■ **Work order**:
Print exactly the first lines of the records. Stop after the line containing "0 7px,transparent 0", and leave every picture out.
** Dataset excerpts follows **
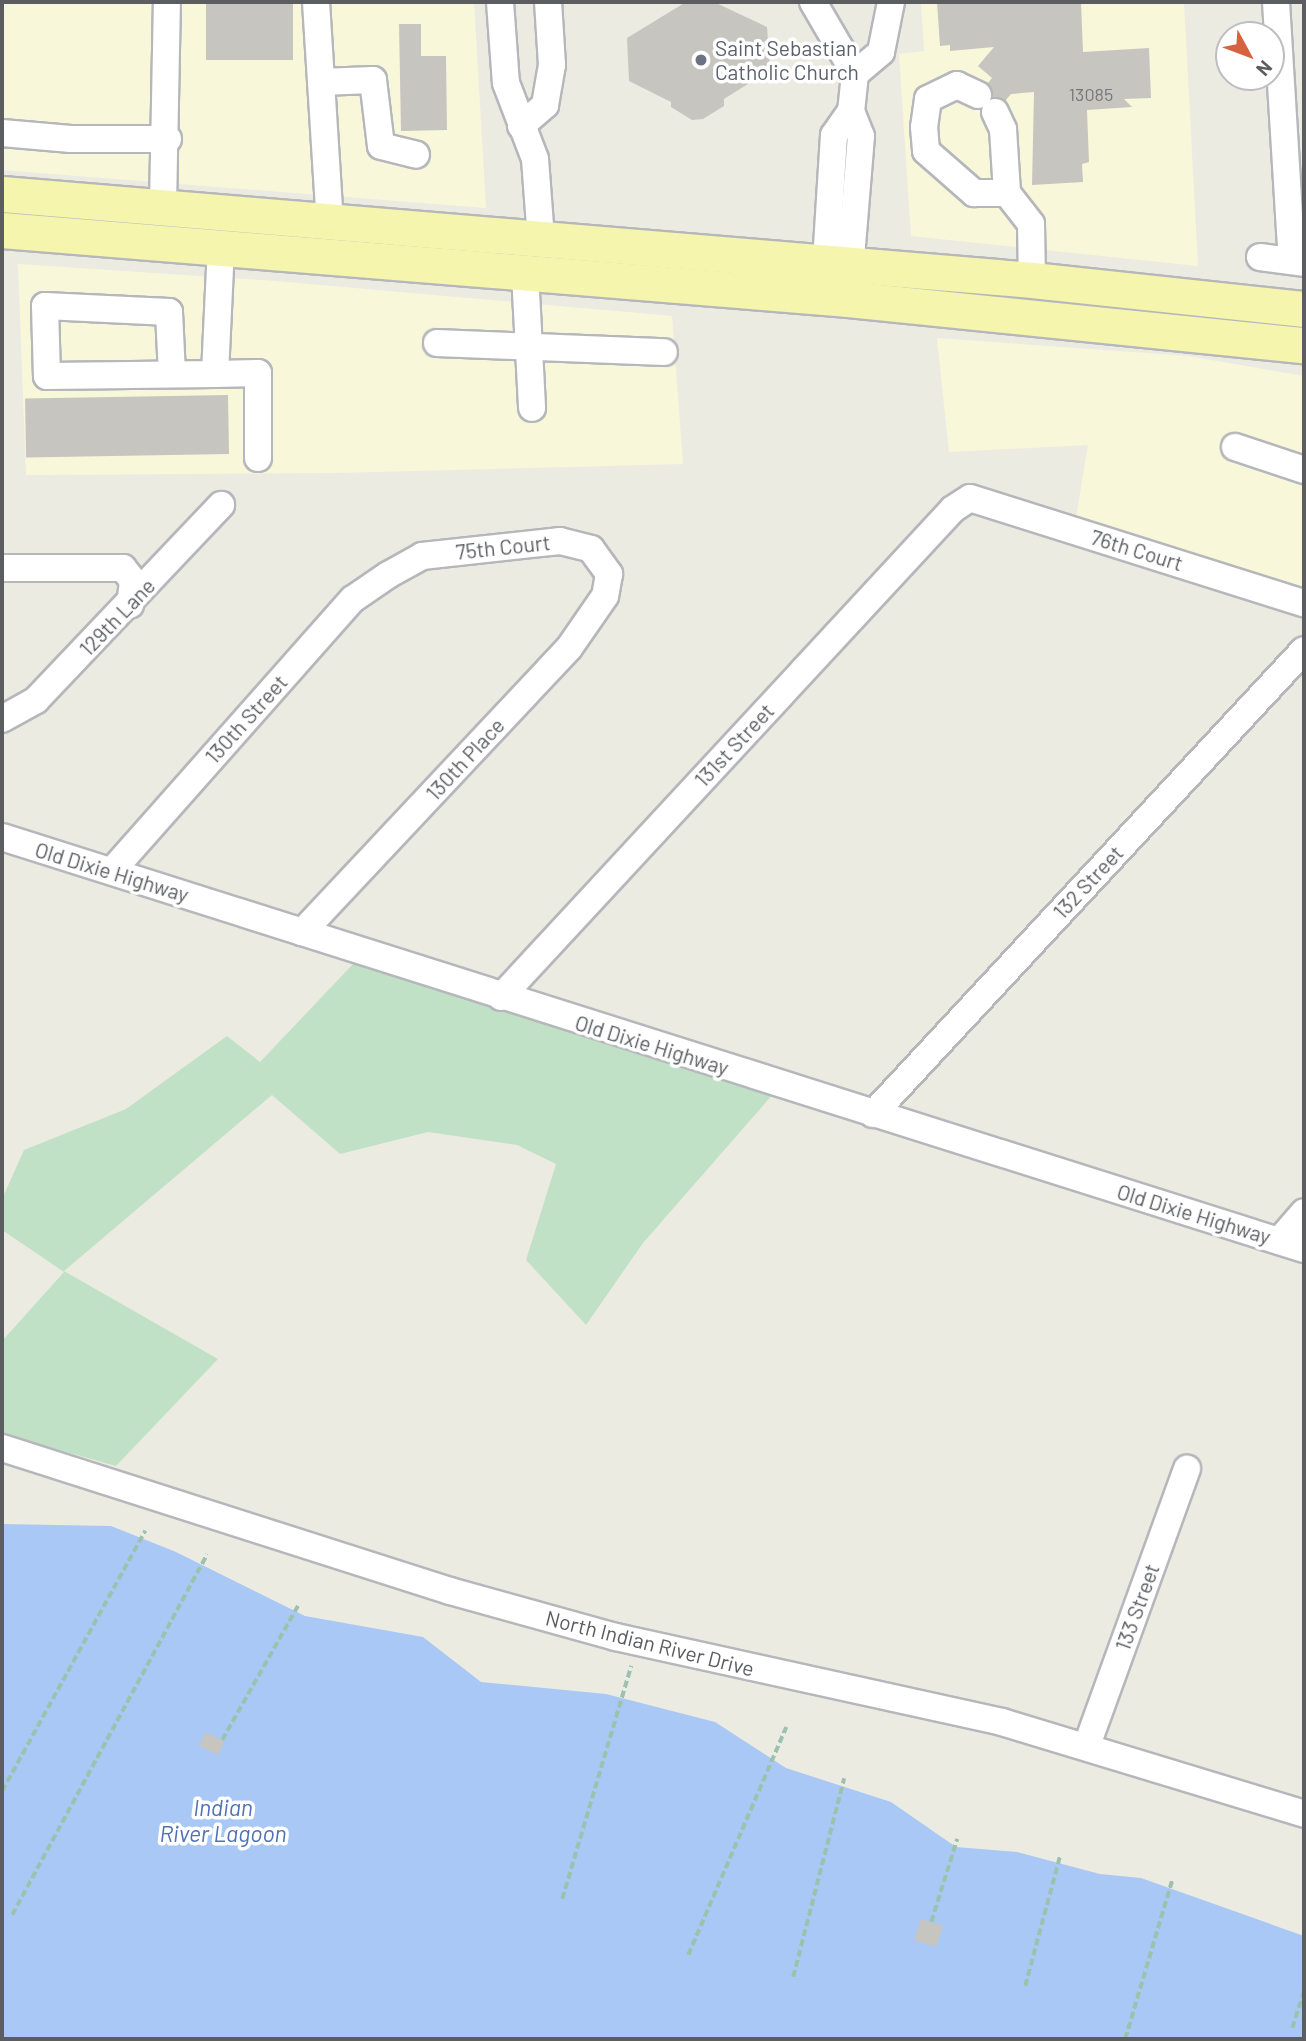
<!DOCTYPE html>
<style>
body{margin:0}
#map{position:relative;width:1306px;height:2041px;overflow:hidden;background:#ecebe2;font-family:Barlow,sans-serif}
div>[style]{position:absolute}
.commercial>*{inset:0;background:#f9f7da}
.green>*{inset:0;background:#c1e1c6}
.water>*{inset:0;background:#a9c8f5}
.building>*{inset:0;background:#c7c5bf;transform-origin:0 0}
.path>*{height:3.5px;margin-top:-1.75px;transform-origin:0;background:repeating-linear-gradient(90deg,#9cc1ac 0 7px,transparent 0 10.5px)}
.roads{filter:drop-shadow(2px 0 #b5b7bb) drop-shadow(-2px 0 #b5b7bb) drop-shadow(0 2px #b5b7bb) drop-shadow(0 -2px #b5b7bb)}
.minor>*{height:26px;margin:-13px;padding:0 13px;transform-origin:13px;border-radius:13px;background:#fff}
.major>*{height:35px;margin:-17.5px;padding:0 17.5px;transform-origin:17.5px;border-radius:17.5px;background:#f5f5ae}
.dots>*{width:19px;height:19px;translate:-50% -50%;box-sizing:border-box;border:4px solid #fff;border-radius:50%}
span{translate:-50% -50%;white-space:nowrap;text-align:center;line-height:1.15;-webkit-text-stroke:7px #fff;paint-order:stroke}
.number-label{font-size:18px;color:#767778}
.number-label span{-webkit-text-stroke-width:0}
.worship-label{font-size:21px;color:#5b616d}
.left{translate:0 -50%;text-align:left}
.street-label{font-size:21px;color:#5b5d61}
.water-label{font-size:23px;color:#4f71b5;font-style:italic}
.frame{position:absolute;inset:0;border:4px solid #5b5d61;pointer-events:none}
.north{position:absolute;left:1215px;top:21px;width:70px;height:70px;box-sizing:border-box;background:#fff;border:2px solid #bdbec0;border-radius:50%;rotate:131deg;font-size:19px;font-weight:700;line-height:28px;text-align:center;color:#5b5d61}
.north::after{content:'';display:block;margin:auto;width:24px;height:32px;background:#d5633f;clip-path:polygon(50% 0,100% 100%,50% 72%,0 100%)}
</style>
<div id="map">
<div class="commercial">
<i style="clip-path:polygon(2px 2px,474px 2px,486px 208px,2px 170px)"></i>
<i style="clip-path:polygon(921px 2px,1184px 2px,1198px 266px,911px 236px,899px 54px,924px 51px)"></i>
<i style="clip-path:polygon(18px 264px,275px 281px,672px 316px,683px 464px,335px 473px,26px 475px)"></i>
<i style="clip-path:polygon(937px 338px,1188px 356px,1304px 376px,1304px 604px,1072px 542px,1088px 445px,949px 452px)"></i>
</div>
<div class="green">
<i style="clip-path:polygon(354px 963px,774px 1093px,643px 1243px,586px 1325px,526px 1260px,556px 1164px,517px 1145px,428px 1132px,340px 1154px,272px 1095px,64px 1271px,218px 1359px,116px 1466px,2px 1434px,2px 1341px,64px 1272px,2px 1230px,2px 1199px,24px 1150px,126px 1109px,227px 1036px,260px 1062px)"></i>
</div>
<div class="water">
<i style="clip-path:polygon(2px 1524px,111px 1526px,176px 1552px,305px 1616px,423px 1637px,481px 1682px,606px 1694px,715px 1722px,786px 1768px,891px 1802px,956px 1847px,1017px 1852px,1100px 1874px,1141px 1878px,1304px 1936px,1304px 2039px,2px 2039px)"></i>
</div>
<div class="building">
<i style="left:206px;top:2px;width:87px;height:58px"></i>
<i style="clip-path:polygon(686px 2px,714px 2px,767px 27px,770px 70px,724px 99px,724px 106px,703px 119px,692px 120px,671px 107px,671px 102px,629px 81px,627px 38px)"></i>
<i style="clip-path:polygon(937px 2px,1081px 2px,1083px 52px,1149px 48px,1151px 98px,1124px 99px,1132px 107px,1087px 110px,1089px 162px,1082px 164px,1083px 182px,1032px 185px,1034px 92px,1011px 94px,1005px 101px,993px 97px,988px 83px,992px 78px,978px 66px,994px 47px,950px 51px,950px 45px,940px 46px)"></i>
<i style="clip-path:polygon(399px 24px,421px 24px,421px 56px,446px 56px,447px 130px,401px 131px)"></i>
<i style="left:228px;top:395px;width:59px;height:203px;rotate:89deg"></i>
<i style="left:206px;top:1732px;width:21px;height:15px;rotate:28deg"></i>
<i style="left:921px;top:1919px;width:23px;height:22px;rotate:18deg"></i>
</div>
<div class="path">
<i style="left:222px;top:1740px;width:156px;rotate:-60.5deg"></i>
<i style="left:2px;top:1791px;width:297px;rotate:-61.2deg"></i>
<i style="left:562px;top:1899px;width:243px;rotate:-73.5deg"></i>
<i style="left:12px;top:1915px;width:410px;rotate:-61.6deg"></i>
<i style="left:931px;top:1922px;width:87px;rotate:-72.6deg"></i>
<i style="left:688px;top:1955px;width:248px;rotate:-66.7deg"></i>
<i style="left:793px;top:1977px;width:205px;rotate:-75.6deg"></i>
<i style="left:1025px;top:1986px;width:136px;rotate:-75deg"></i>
<i style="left:1292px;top:2028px;width:39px;rotate:-72deg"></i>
<i style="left:1125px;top:2039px;width:166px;rotate:-73.5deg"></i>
</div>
<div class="roads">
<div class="minor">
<i style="left:316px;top:2px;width:220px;rotate:86.4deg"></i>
<i style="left:500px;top:2px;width:81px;rotate:85.8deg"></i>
<i style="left:506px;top:83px;width:81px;rotate:69.1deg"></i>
<i style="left:535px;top:159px;width:80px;rotate:85.7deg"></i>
<i style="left:813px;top:2px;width:83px;rotate:59.7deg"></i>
<i style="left:855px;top:74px;width:37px;rotate:96deg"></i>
<i style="left:851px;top:111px;width:29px;rotate:125deg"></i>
<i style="left:834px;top:135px;width:145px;rotate:93.6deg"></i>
<i style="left:1276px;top:2px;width:259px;rotate:86.5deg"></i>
<i style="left:855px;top:74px;width:34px;rotate:-40deg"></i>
<i style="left:881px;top:52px;width:51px;rotate:-78.7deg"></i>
<i style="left:321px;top:82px;width:52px;rotate:-2.2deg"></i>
<i style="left:373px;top:80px;width:66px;rotate:83.1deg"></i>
<i style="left:381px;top:146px;width:36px;rotate:14deg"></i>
<i style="left:978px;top:95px;width:23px;rotate:-155deg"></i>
<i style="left:957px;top:85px;width:32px;rotate:154deg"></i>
<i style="left:928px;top:99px;width:28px;rotate:98deg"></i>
<i style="left:924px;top:127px;width:24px;rotate:85deg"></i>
<i style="left:926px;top:151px;width:64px;rotate:41.2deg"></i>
<i style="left:974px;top:193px;width:33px"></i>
<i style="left:995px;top:112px;width:19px;rotate:65deg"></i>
<i style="left:1003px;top:129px;width:64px;rotate:86.4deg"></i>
<i style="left:1007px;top:193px;width:39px;rotate:52deg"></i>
<i style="left:1031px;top:224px;width:56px;rotate:89deg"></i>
<i style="left:521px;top:126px;width:32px;rotate:-41deg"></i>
<i style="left:545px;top:105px;width:41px;rotate:-80.1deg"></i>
<i style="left:552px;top:65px;width:63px;rotate:-93.6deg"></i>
<i style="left:2px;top:133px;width:69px;rotate:5deg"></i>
<i style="left:71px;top:139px;width:97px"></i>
<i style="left:163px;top:206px;width:204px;rotate:-88.9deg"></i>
<i style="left:1260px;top:257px;width:44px;rotate:7.8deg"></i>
<i style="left:525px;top:273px;width:135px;rotate:87deg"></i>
<i style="left:849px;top:282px;width:146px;rotate:-85.3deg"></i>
<i style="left:861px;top:136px;width:27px;rotate:-112deg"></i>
<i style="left:437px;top:343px;width:227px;rotate:2.3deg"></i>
<i style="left:172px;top:374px;width:62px;rotate:-92.8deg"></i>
<i style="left:169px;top:312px;width:124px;rotate:-177.2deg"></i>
<i style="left:45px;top:306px;width:70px;rotate:88.4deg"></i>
<i style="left:47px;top:376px;width:168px;rotate:-0.7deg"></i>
<i style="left:215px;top:374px;width:43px;rotate:-1.3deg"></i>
<i style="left:258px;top:373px;width:85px;rotate:90deg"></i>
<i style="left:215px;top:374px;width:126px;rotate:-87.3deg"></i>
<i style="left:1235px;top:447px;width:73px;rotate:18.4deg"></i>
<i style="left:2px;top:568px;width:121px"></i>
<i style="left:123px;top:568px;width:16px;rotate:52deg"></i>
<i style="left:133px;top:581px;width:24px;rotate:97deg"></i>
<i style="left:2px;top:719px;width:39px;rotate:-29deg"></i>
<i style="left:36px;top:700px;width:269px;rotate:-46.5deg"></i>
<i style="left:2px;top:837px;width:1366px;rotate:17.56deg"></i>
<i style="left:112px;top:871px;width:363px;rotate:-48.5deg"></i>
<i style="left:353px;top:599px;width:42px;rotate:-34.4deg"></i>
<i style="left:388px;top:575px;width:39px;rotate:-29deg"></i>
<i style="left:422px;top:556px;width:139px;rotate:-6.2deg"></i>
<i style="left:560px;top:541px;width:32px;rotate:14deg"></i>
<i style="left:591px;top:549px;width:31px;rotate:54deg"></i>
<i style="left:609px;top:574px;width:22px;rotate:100deg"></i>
<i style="left:605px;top:596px;width:63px;rotate:124.7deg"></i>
<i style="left:569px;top:648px;width:390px;rotate:133.2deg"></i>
<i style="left:501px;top:997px;width:665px;rotate:-47.19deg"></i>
<i style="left:953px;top:509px;width:20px;rotate:-33deg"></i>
<i style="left:970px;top:498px;width:350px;rotate:17.5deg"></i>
<i style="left:873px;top:1114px;width:633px;rotate:-47.11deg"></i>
<i style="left:1279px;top:1241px;width:38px;rotate:-49deg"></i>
<i style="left:2px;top:1448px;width:470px;rotate:17.7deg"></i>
<i style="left:450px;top:1591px;width:172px;rotate:15.5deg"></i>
<i style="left:616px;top:1637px;width:395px;rotate:12.4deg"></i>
<i style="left:1002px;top:1722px;width:316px;rotate:16.9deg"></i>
<i style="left:1087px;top:1745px;width:294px;rotate:-70.1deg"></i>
</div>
<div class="major">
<i style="left:2px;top:194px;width:1034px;rotate:4.77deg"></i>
<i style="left:1032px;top:280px;width:274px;rotate:6.1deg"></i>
<i style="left:2px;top:230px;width:849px;rotate:4.66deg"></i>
<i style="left:848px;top:299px;width:458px;rotate:5.8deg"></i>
</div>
</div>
<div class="dots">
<i style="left:701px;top:60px;background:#6b7280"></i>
</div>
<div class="number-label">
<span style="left:1091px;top:94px">13085</span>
</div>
<div class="worship-label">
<span class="left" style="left:715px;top:60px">Saint Sebastian<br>Catholic Church</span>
</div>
<div class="street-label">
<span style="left:503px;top:547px;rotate:-6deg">75th Court</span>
<span style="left:1137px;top:550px;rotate:17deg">76th Court</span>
<span style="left:117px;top:617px;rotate:-46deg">129th Lane</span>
<span style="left:246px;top:719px;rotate:-48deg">130th Street</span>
<span style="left:734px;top:745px;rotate:-47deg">131st Street</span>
<span style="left:465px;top:759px;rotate:-47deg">130th Place</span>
<span style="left:112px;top:872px;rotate:17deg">Old Dixie Highway</span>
<span style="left:1088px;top:882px;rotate:-47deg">132 Street</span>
<span style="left:652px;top:1045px;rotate:17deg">Old Dixie Highway</span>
<span style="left:1194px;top:1214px;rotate:17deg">Old Dixie Highway</span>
<span style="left:1137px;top:1607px;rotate:-70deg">133 Street</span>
<span style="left:650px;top:1643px;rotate:14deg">North Indian River Drive</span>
</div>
<div class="water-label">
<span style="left:223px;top:1820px">Indian<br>River Lagoon</span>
</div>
<div class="frame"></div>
<div class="north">N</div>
</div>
** End of Dataset excerpts **
■ **Answer section**:
<!DOCTYPE html>
<style>
body{margin:0}
#map{position:relative;width:1306px;height:2041px;overflow:hidden;background:#ecebe2;font-family:Barlow,sans-serif}
div>[style]{position:absolute}
.commercial>*{inset:0;background:#f9f7da}
.green>*{inset:0;background:#c1e1c6}
.water>*{inset:0;background:#a9c8f5}
.building>*{inset:0;background:#c7c5bf;transform-origin:0 0}
.path>*{height:3.5px;margin-top:-1.75px;transform-origin:0;background:repeating-linear-gradient(90deg,#9cc1ac 0 7px,transparent 0 10.5px)}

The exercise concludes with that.